In just six minutes, eggs, bread, and cheese come together in fluffy harmony.
On yet another quarantine Thursday in spring 2020, I ask Deborah Madison her thoughts on her 30-year-old cookbook, The Savory Way. “I haven’t used—or looked at—this book in a long time.” I hear her flipping pages through my phone and reconciling the Then Madison with the Now Madison, her outside Santa Fe, me in New Orleans. “But now that I do, it looks pretty good!” She is shocked.
The Savory Way jolted me, too. My introduction to Deborah Madison’s cooking was 1987’s The Greens Cookbook. A friend of a friend of a friend had eaten at the book’s seminal namesake vegetarian restaurant on the northern waterfront in San Francisco and had cooked the chef’s famed black bean chili at home for a potluck in the early 1990s. The bean stew, with its intermingling of dried oregano, cumin, tomato, and myriad dried chiles, joggled my sense of what chili could be. Madison’s 1997 magnum opus, Vegetarian Cooking for Everyone, was later released while I was working in a bookstore in Boston’s Back Bay and teaching myself how to cook. The book’s scope was so patulous that, in an instant, it became my kitchen dictionary: a compendium to turn to for any and every vegetable and how to prepare them. After cooking through those two books, including such dishes as winter squash soup with fresh mint and millet porridge with currants, I landed on Madison’s second book, 1990’s The Savory Way, and no book of hers has been as influential on my cooking.
I knew nothing of Concord grape pie before this book. Then, one Northeastern autumn 20-some odd years ago, I baked that pie on a whim. It was almost savory in its muskiness. Every notion I had about fruit pie cracked wide open. I still cook this pie every year—even though there are no Concord grapes to be found in South Louisiana. There are only armor-thick muscadines, a perfect substitute that requires twice the work. That is how eye-opening Madison’s grape pie was and is.
The Greens Cookbook comprises restaurant food; Vegetarian Cooking for Everyone goes wide. The Savory Way is accessible and personal, constituting a range of influences. It employs mustard oil on tomato sandwiches and in a vinaigrette for cucumber mousse; cardamom enlivens oeufs à la neige; saffron cream coats tomato aspic. There are 18 fresh fruit recipes that have nothing to do with baking. There are 35 spunky condiments and sauces. Some of the dishes are so personal, like her father’s cornmeal cereal spiked with vanilla extract, and the old-timey combination of candied lemon slices and walnuts dubbed Lemon Suck, that on publication her family chided Madison for her imprudence.

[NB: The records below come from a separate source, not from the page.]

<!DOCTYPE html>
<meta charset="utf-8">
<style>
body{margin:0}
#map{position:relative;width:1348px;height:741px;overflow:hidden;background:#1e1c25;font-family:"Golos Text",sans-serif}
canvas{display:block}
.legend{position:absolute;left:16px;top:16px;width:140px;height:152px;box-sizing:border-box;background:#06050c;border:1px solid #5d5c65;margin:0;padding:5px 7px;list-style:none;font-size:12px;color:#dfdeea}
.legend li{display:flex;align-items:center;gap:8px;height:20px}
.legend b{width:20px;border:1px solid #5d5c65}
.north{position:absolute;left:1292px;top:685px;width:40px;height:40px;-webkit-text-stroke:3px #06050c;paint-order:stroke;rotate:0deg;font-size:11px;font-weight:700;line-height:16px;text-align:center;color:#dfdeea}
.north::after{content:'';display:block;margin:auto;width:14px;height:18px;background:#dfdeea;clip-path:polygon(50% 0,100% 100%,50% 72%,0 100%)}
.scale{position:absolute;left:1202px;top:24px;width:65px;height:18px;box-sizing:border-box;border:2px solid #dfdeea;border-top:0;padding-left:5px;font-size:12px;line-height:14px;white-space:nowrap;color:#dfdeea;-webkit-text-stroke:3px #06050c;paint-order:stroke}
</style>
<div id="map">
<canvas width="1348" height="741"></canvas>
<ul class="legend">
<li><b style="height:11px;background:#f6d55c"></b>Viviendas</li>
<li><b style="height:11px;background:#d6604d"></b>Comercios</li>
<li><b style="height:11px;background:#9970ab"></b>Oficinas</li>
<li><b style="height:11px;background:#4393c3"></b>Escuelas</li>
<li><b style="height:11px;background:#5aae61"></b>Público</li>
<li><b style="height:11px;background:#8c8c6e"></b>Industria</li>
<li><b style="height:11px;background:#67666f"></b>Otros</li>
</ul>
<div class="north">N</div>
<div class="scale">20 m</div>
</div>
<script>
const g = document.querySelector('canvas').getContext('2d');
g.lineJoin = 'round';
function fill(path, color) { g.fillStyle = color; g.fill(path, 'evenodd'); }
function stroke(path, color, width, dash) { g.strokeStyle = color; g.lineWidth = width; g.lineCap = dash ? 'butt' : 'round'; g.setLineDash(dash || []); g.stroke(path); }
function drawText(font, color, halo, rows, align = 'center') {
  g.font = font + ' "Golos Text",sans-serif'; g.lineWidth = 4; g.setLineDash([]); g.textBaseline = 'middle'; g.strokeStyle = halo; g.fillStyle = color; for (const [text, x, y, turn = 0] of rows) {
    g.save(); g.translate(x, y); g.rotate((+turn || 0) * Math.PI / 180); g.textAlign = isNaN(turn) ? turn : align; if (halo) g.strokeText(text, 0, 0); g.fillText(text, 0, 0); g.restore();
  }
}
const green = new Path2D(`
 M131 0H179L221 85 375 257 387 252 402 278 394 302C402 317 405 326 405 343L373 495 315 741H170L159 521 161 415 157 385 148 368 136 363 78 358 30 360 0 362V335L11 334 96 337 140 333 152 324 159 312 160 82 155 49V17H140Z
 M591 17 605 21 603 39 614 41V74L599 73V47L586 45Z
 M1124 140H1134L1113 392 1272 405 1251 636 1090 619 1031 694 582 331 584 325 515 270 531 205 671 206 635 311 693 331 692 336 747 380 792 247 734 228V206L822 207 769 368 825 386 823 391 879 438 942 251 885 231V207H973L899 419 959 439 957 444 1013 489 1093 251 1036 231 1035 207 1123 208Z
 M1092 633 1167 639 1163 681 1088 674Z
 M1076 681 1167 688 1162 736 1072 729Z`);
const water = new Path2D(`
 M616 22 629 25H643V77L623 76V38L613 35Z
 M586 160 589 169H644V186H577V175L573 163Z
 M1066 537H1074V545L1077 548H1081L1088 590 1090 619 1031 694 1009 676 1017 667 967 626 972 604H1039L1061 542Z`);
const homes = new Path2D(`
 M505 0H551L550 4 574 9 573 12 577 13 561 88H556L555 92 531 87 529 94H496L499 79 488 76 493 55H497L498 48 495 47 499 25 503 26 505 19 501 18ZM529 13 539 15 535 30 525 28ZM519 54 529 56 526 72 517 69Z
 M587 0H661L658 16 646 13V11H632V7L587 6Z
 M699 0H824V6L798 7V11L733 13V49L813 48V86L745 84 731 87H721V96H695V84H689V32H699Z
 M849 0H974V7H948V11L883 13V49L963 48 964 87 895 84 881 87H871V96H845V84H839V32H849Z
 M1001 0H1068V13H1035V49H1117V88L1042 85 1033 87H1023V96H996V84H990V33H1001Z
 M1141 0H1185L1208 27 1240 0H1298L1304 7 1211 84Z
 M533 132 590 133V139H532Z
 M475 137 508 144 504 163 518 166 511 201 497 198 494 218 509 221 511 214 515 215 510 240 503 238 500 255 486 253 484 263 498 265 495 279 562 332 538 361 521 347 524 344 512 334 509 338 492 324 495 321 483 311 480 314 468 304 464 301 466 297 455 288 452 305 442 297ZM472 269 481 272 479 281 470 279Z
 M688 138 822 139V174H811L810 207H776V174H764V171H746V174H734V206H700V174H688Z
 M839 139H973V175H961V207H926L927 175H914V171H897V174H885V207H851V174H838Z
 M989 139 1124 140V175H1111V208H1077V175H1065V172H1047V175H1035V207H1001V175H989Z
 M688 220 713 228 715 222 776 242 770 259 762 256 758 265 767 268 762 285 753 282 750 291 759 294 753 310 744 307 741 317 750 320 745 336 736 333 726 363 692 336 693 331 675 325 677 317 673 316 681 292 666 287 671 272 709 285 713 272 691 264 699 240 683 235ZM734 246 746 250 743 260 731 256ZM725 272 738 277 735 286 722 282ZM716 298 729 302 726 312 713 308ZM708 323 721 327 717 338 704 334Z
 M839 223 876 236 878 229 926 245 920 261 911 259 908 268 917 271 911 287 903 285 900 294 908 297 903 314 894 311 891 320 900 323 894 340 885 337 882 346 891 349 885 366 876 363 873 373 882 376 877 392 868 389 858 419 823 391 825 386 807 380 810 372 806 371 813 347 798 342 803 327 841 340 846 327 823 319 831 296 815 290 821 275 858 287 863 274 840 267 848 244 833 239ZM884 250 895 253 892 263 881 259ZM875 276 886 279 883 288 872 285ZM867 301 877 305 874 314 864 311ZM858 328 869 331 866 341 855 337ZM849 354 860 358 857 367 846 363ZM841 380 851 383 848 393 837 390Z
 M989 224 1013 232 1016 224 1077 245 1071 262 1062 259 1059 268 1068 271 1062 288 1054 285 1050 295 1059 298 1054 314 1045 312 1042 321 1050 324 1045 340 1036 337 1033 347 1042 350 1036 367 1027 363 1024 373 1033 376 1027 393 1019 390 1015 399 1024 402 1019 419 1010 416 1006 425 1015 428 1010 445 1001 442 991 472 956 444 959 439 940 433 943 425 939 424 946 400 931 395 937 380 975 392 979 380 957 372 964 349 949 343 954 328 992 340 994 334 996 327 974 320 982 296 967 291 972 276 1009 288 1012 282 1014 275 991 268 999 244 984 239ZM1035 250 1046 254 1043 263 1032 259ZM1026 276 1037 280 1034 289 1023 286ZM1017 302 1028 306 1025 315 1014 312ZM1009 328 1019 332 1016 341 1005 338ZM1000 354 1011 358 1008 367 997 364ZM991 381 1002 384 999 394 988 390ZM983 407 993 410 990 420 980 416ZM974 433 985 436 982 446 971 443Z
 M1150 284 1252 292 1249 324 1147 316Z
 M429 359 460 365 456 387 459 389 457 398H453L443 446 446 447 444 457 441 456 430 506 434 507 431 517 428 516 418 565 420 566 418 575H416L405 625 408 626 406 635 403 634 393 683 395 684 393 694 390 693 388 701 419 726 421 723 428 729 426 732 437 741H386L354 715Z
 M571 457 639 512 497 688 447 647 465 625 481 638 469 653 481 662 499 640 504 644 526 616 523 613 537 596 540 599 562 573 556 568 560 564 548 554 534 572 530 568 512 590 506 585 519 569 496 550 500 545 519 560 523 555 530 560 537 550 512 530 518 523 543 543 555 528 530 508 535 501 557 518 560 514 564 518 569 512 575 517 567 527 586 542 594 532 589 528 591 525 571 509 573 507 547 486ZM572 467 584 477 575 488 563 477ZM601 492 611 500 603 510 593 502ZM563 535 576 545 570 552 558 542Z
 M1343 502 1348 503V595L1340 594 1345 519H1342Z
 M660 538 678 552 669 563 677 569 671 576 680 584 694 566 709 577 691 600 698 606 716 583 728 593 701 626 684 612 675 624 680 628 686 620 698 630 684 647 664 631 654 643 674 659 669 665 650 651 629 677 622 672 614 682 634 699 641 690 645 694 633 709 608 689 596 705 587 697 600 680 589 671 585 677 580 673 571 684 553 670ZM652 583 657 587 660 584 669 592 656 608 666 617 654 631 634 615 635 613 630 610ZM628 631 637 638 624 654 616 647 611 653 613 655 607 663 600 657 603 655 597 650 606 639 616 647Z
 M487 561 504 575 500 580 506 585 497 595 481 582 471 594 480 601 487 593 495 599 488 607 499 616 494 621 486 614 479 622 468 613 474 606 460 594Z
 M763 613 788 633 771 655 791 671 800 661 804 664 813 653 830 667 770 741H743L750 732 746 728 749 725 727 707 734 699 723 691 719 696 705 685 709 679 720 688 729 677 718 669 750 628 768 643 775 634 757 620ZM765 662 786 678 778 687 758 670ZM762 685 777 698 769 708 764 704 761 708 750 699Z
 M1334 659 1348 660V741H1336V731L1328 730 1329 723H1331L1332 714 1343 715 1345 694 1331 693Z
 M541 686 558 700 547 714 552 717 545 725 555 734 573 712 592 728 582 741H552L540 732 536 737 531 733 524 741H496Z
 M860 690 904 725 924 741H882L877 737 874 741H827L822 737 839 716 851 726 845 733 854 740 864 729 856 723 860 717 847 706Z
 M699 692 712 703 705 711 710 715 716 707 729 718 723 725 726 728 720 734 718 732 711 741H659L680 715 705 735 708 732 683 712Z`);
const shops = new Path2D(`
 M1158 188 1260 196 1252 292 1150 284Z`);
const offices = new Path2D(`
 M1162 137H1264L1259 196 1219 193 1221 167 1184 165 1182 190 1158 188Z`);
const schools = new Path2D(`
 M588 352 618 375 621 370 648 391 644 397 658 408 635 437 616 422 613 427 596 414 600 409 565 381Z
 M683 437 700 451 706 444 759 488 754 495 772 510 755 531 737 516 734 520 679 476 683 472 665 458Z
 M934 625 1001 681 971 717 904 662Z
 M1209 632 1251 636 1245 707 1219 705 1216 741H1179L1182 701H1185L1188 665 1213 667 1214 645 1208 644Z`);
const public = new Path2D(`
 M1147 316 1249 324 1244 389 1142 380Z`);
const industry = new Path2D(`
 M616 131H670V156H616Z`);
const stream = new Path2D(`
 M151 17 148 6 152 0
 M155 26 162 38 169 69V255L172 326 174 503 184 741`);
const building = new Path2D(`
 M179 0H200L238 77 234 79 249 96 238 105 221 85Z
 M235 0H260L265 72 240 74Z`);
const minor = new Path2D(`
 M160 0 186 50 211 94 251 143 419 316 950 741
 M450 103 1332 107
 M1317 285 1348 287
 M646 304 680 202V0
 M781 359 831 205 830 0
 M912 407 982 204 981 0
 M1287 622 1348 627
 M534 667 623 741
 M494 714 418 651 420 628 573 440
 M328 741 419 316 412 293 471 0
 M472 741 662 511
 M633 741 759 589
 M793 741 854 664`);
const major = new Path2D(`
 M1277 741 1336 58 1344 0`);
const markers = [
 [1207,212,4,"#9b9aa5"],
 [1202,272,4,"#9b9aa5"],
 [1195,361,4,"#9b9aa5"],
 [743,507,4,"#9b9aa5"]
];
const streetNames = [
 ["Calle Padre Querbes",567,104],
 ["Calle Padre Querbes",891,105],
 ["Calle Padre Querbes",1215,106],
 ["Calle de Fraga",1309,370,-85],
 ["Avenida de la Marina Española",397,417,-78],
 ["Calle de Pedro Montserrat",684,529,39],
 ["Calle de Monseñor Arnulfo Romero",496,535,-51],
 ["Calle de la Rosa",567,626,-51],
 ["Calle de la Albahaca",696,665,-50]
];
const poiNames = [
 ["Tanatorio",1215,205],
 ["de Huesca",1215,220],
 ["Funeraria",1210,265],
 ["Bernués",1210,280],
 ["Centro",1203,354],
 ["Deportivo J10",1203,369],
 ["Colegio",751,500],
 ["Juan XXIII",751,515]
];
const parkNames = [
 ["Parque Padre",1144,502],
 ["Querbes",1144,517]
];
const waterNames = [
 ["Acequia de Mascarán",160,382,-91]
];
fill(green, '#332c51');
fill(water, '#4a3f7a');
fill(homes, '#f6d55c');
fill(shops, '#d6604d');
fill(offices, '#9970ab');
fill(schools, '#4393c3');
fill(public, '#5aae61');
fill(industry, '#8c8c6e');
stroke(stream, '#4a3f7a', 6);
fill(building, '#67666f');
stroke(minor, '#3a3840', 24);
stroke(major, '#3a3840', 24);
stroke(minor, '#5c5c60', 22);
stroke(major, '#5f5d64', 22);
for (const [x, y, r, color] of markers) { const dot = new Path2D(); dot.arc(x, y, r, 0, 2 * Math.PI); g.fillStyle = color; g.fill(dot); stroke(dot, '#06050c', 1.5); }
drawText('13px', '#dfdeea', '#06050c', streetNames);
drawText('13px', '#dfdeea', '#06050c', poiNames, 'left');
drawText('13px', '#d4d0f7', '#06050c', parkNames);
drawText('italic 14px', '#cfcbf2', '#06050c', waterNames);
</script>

Madison had recently moved to Flagstaff, Arizona, when she started writing The Savory Way. “I decided I wanted to be more of a home cook. To duplicate the high-spirited flavors of The Greens Cookbook, in a place where that kind of food and ingredients were not so easy to come by.” Both relentless and innocent, Madison would drive to Berkeley and back to Flagstaff when she ran out of olive oil.
I sensed Madison cringe when I mentioned the book’s endearing recipe for soufflé cheese toasts. “Why would you want to feature those?” she asked me. “Well, they’re delicious. And easy. And only seem like a lot of work, aka, they’re perfect for home entertaining!” I replied. She paused, then acquiesced.
To make them, you separate a couple eggs, then beat the yolks with Dijon mustard and cayenne or paprika and add the cheese of your choosing: cheddar, Muenster, fresh goat cheese. You then whip the egg whites to a stiff froth and fold them into the yolk mixture. Plop the soufflé base on a bunch of baguette slices or fewer large bread slabs, grate on some Parmigiano, and move the lot to a hot oven. Five or so minutes later, a puffy, impressive appetizer. Or a whiz-bang lunch.
The recipe is infinitely variable. Rub the bread slices with garlic first; garnish with chopped fresh herbs; slick the toasts with pureed sun-dried tomatoes. Madison scoffed when her eyes caught that variation in the book. “I hate sun-dried tomatoes! Why did I include that?” We discussed. She backpedaled, as she seemed to harness her thinking from decades long past. “Well, I could see if you use just a little on the bread.”